Uma empresa em crescimento pode sofrer interrupção quando seu histórico ainda está mudando. Projetar o último faturamento como constante pode ignorar contratos já conquistados; estender indefinidamente a maior taxa observada pode criar vendas sem suporte. A perícia contábil deve examinar a tendência e demonstrar de onde vem a expectativa de continuidade.
A análise precisa separar crescimento de volume, reajuste de preços, entrada de novas unidades e operações extraordinárias. Esses fatores não possuem o mesmo comportamento nem justificam a mesma projeção.
Fundamento e limites da hipótese
Os arts. 402 e 403 do Código Civil tratam do lucro razoavelmente frustrado e de sua relação com o evento. Uma taxa matemática de crescimento não comprova, sozinha, a receita que seria realizada nem a responsabilidade pelo resultado.

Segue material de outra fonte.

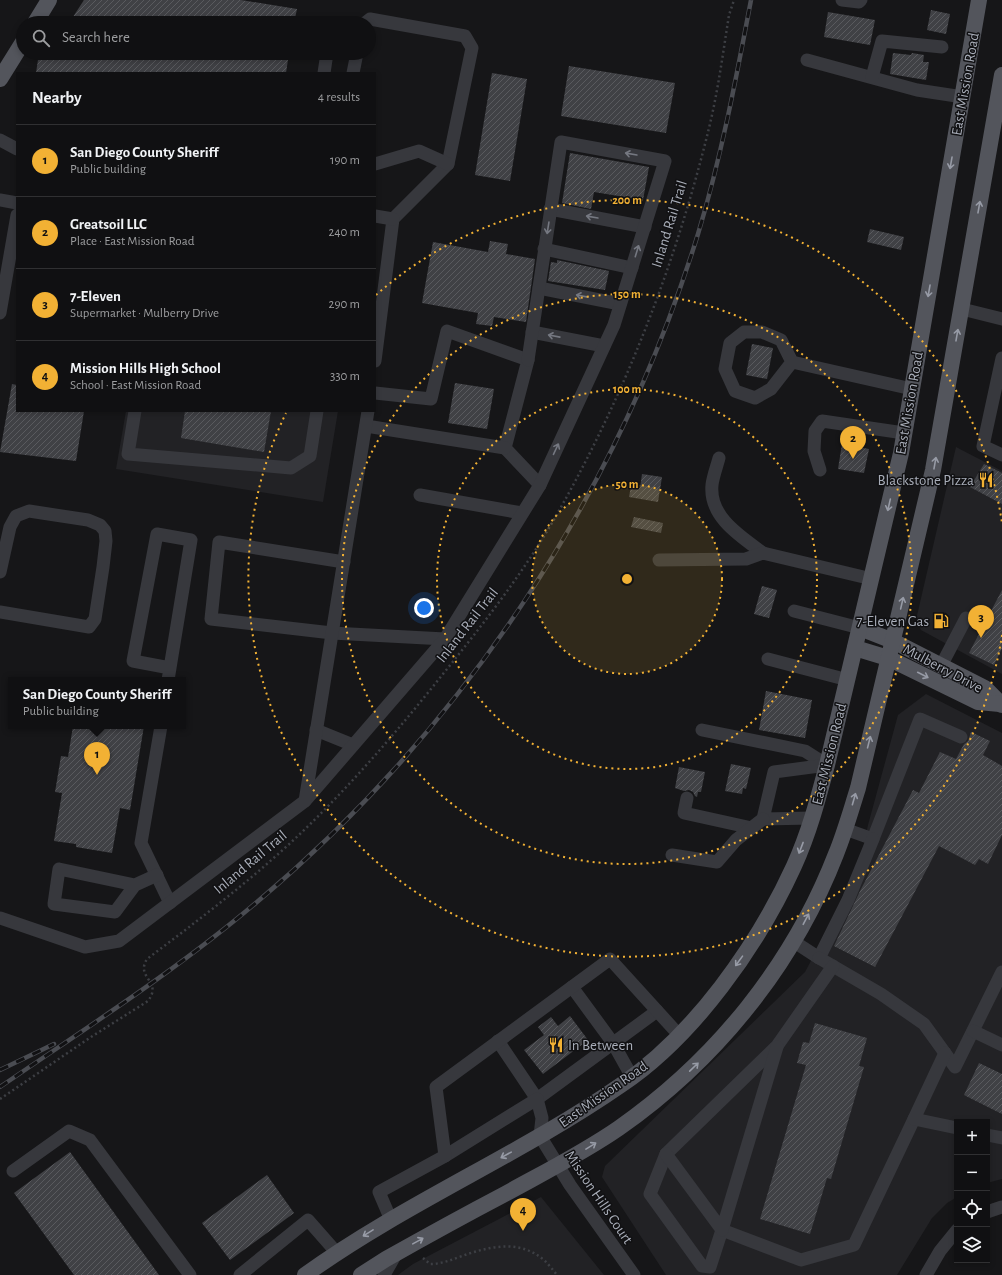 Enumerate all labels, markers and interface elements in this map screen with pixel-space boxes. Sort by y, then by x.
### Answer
search box [16,16,376,60]
icon: search [30,27,52,49]
text: Search here [62,30,130,45]
street label: East Mission Road [949,31,982,137]
text: Nearby [32,89,82,106]
text: 4 results [318,91,360,104]
text: San Diego County Sheriff [70,145,218,160]
one-way arrow [625,150,638,158]
text: 1 [43,154,47,167]
text: 190 m [330,154,360,167]
one-way arrow [947,156,955,169]
text: Public building [70,163,146,176]
street label: Inland Rail Trail [649,179,690,269]
text: 200 m [612,194,642,206]
one-way arrow [975,200,983,213]
one-way arrow [586,213,599,221]
text: Greatsoil LLC [70,217,147,232]
one-way arrow [544,221,552,234]
text: 2 [42,226,48,239]
text: 240 m [328,226,360,239]
text: Place · East Mission Road [70,235,194,248]
one-way arrow [634,245,641,258]
one-way arrow [925,284,933,297]
text: 150 m [613,288,641,300]
text: 7-Eleven [70,289,121,304]
one-way arrow [576,292,589,300]
text: 3 [42,298,48,311]
text: 290 m [329,298,360,311]
text: Supermarket · Mulberry Drive [70,307,219,320]
one-way arrow [953,328,961,341]
one-way arrow [548,332,561,340]
street label: East Mission Road [893,350,926,456]
text: Mission Hills High School [70,361,221,376]
text: 4 [42,370,48,383]
text: 330 m [330,370,360,383]
text: School · East Mission Road [70,379,201,392]
text: 100 m [613,383,641,395]
pin: 2 [840,426,866,459]
one-way arrow [553,444,560,456]
one-way arrow [931,457,939,470]
restaurant icon: Blackstone Pizza [977,471,995,489]
place label: Blackstone Pizza [878,473,974,488]
text: 50 m [616,478,639,490]
one-way arrow [885,499,892,512]
centre of rings [620,572,634,586]
street label: Inland Rail Trail [434,585,501,665]
one-way arrow [898,597,906,610]
your location [414,598,434,618]
pin: 3 [968,605,994,638]
fuel station icon: 7-Eleven Gas [932,612,950,630]
place label: 7-Eleven Gas [856,614,929,629]
street label: Mulberry Drive [901,641,985,696]
one-way arrow [917,671,929,679]
popup [8,677,186,729]
text: San Diego County Sheriff [23,687,171,702]
street label: East Mission Road [810,702,849,806]
text: Public building [23,705,99,718]
one-way arrow [865,736,873,749]
pin: 1 [84,742,110,775]
one-way arrow [851,793,858,806]
street label: Inland Rail Trail [211,828,290,897]
one-way arrow [797,841,804,853]
one-way arrow [803,913,810,925]
one-way arrow [735,956,743,967]
restaurant icon: In Between [547,1036,565,1054]
place label: In Between [568,1038,633,1053]
street label: East Mission Road [556,1058,650,1130]
one-way arrow [689,1062,699,1071]
map controls [954,1119,990,1263]
button: + [954,1119,990,1155]
one-way arrow [585,1141,597,1149]
street label: Mission Hills Court [562,1148,635,1247]
one-way arrow [500,1151,512,1159]
button: − [954,1155,990,1191]
button: locate [954,1191,990,1227]
pin: 4 [510,1198,536,1231]
button: layers [954,1227,990,1263]
one-way arrow [363,1229,374,1237]
one-way arrow [412,1237,424,1244] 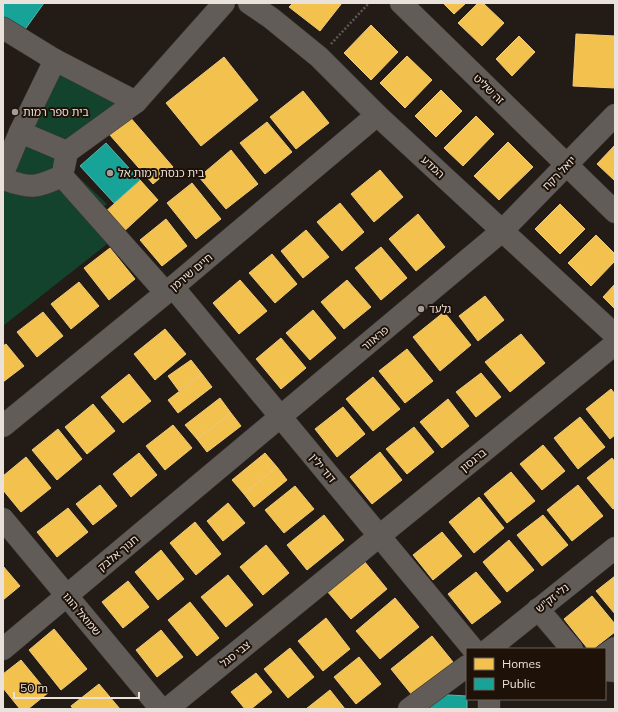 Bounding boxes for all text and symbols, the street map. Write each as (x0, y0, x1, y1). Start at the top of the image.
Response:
street label: זה שליט (471, 71, 508, 107)
place label: בית ספר רמות (23, 105, 89, 119)
marker: בית ספר רמות (10, 107, 20, 117)
street label: המדע (418, 153, 448, 181)
street label: יואל רקח (539, 153, 579, 193)
place label: בית כנסת רמות אל (118, 166, 204, 180)
marker: בית כנסת רמות אל (105, 168, 115, 178)
street label: חיים שירמן (167, 250, 215, 294)
place label: גלעד (429, 302, 451, 316)
marker: גלעד (416, 304, 426, 314)
street label: פראוור (358, 322, 392, 354)
street label: ברגסון (457, 445, 489, 475)
street label: דוד ילין (307, 450, 339, 486)
street label: חנוך אלבק (95, 532, 141, 574)
street label: נלי זק"ש (532, 580, 572, 616)
street label: שמואל הוגו (60, 590, 104, 638)
street label: צבי סגל (217, 638, 253, 670)
legend (466, 648, 606, 700)
text: Homes (502, 656, 541, 671)
scale bar (14, 674, 139, 700)
text: Public (502, 676, 536, 691)
text: 50 m (20, 680, 48, 695) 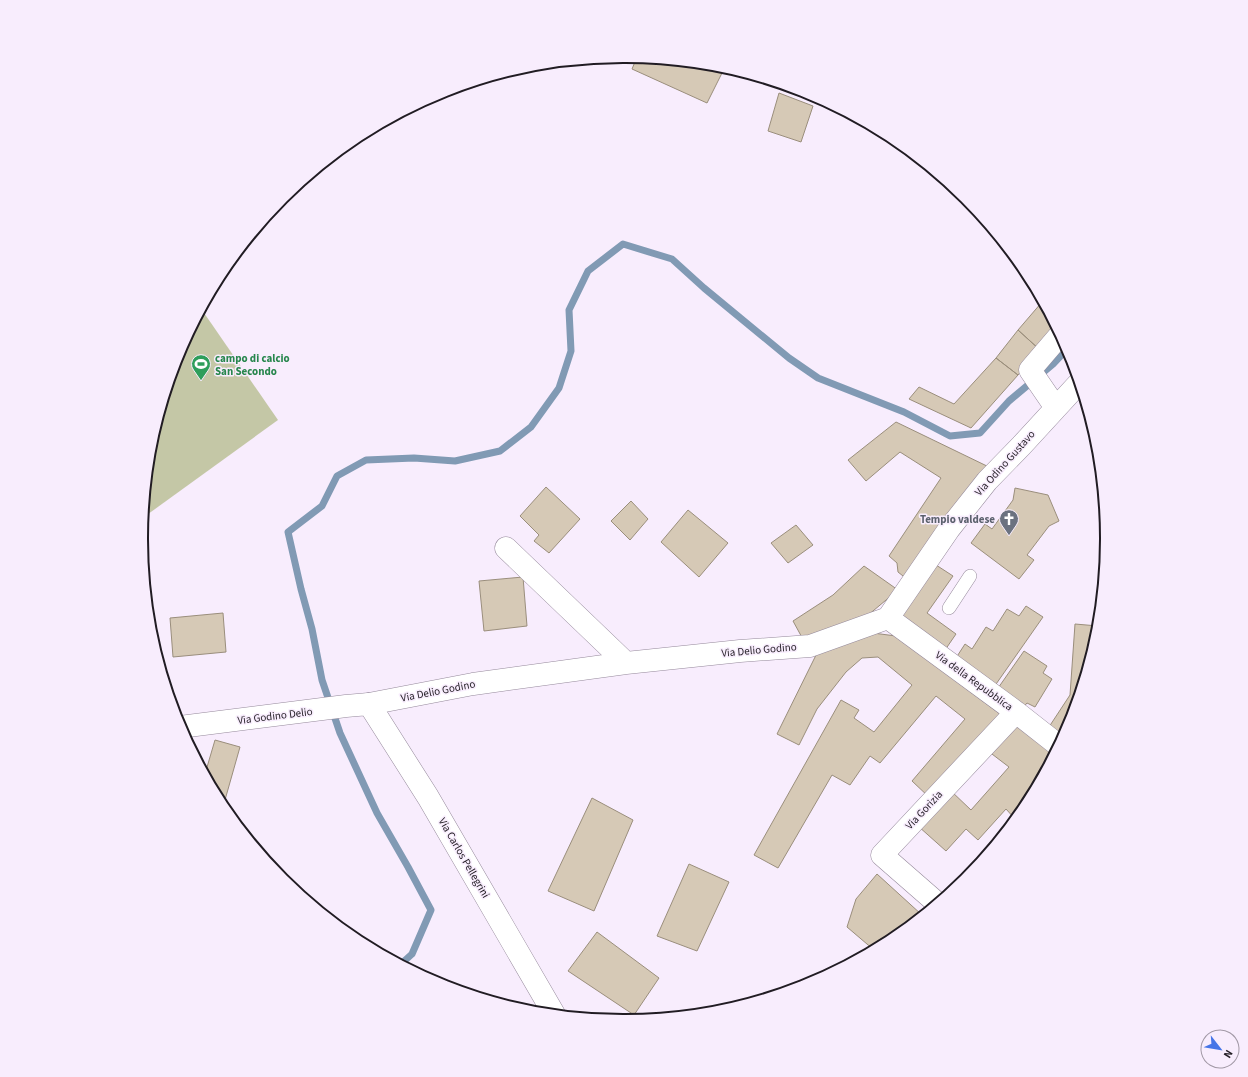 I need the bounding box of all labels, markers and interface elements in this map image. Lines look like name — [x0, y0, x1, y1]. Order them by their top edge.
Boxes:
place label: campo di calcio San Secondo — [215, 351, 290, 379]
sports icon: campo di calcio San Secondo — [190, 353, 212, 381]
street label: Via Odino Gustavo — [971, 427, 1039, 499]
church icon: Tempio valdese — [998, 508, 1020, 536]
place label: Tempio valdese — [920, 512, 995, 527]
street label: Via Delio Godino — [721, 639, 797, 661]
street label: Via della Repubblica — [932, 648, 1016, 714]
street label: Via Delio Godino — [399, 676, 477, 706]
street label: Via Godino Delio — [237, 704, 313, 728]
street label: Via Gorizia — [902, 787, 946, 833]
street label: Via Carlos Pellegrini — [435, 815, 493, 901]
north arrow — [1200, 1029, 1240, 1069]
text: N — [1220, 1047, 1236, 1061]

O perito contábil deve utilizar informações disponíveis no período relevante e distinguir projeção de observação posterior. Contratos firmes, pedidos recorrentes e capacidade já instalada podem sustentar parte da expansão. Expectativas de investimento ainda não realizado exigem tratamento diferente.
Como testar a tendência
A série de receitas deve ser conferida por competência, com identificação de sazonalidade e eventos não recorrentes. É importante observar se o crescimento ocorre em quantidade ou somente em preços. A margem também pode mudar: vender mais com descontos maiores não preserva necessariamente o percentual histórico de contribuição.
A projeção deve respeitar capacidade produtiva, disponibilidade de insumos, equipe e limite de entrega. Uma tendência exponencial não deve continuar além do horizonte sustentado pelos documentos. Quando há incerteza, cenários devem isolar a premissa discutida e manter as demais variáveis iguais.
Exemplo de sensibilidade ao crescimento
Considere receita mensal inicial de R$ 100.000,00 e três meses afetados. No cenário ilustrativo com crescimento, adota-se 2% ao mês sobre o mês anterior. A receita efetiva é de R$ 80.000,00 em cada mês. A margem aplicável à receita não realizada é, por hipótese, 40%, sem gastos adicionais.
| Período | Referência com crescimento | Receita efetiva | Diferença |
|---|---|---|---|
| Mês 1 | R$ 102.000,00 | R$ 80.000,00 | R$ 22.000,00 |
| Mês 2 | R$ 104.040,00 | R$ 80.000,00 | R$ 24.040,00 |
| Mês 3 | R$ 106.120,80 | R$ 80.000,00 | R$ 26.120,80 |
| Total | R$ 312.160,80 | R$ 240.000,00 | R$ 72.160,80 |
A margem perdida no cenário é R$ 72.160,80 × 40% = R$ 28.864,32. Sem crescimento, a referência seria R$ 300.000,00, a receita não realizada R$ 60.000,00 e a margem perdida R$ 24.000,00.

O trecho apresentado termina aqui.